**TASK OBJECTIVE:** Scan the entries below. List each line with "Avenida".

Saved entries
::::::::::

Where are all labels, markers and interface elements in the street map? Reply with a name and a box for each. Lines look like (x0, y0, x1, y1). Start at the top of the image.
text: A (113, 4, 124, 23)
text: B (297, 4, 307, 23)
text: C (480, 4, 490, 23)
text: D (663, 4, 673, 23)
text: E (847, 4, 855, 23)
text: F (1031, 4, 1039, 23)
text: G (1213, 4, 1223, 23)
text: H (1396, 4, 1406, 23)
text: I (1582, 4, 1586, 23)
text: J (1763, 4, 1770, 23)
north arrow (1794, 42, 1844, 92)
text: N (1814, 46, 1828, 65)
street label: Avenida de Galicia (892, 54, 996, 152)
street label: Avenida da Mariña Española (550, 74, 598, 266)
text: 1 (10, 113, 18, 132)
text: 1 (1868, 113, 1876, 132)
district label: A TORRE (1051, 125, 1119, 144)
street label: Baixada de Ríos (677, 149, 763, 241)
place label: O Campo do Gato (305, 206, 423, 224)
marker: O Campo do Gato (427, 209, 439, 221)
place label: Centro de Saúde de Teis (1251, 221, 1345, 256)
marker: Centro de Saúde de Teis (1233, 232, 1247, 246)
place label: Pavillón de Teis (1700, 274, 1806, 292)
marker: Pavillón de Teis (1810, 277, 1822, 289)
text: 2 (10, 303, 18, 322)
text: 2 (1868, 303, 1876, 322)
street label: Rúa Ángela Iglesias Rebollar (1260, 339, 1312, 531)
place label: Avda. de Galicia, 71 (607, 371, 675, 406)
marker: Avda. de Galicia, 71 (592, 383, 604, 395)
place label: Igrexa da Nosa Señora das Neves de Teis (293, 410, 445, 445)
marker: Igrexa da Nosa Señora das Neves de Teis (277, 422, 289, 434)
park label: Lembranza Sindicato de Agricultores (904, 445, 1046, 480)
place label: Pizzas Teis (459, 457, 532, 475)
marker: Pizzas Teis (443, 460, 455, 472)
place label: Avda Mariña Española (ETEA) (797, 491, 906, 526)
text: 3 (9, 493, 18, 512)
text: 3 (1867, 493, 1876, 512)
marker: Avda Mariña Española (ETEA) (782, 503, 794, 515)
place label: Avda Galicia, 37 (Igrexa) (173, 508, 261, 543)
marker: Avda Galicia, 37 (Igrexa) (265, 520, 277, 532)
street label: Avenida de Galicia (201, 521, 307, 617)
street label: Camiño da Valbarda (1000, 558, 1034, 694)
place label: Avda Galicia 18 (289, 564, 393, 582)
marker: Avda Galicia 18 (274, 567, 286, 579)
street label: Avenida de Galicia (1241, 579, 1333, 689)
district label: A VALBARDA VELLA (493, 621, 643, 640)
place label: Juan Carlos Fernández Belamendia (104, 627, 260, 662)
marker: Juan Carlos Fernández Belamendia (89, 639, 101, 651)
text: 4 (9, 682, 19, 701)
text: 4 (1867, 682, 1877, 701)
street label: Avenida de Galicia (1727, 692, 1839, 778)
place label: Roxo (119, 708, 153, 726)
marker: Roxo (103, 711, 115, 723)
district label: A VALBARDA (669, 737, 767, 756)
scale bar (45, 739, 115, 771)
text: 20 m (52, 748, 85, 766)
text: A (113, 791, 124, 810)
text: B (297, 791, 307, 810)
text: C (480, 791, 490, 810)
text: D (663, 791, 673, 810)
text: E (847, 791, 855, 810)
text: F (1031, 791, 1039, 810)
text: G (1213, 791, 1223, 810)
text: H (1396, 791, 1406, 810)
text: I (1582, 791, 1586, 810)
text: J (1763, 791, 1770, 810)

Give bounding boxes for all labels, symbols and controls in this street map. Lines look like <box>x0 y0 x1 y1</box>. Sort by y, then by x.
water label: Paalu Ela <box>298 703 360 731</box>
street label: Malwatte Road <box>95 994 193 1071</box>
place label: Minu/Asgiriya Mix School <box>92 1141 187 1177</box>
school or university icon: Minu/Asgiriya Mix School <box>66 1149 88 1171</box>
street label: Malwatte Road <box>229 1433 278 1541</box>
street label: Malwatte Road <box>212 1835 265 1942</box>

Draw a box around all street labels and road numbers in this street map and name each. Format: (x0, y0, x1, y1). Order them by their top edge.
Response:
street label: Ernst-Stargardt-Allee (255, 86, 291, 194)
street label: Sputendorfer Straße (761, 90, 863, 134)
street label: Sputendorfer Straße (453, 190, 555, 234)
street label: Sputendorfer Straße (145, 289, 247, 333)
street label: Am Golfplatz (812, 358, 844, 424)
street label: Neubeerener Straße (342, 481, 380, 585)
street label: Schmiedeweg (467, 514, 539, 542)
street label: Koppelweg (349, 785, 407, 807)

::::::::::

**RESULT OF THE TASK:**
street label: Avenida de Galicia (892, 54, 996, 152)
street label: Avenida da Mariña Española (550, 74, 598, 266)
street label: Avenida de Galicia (201, 521, 307, 617)
street label: Avenida de Galicia (1241, 579, 1333, 689)
street label: Avenida de Galicia (1727, 692, 1839, 778)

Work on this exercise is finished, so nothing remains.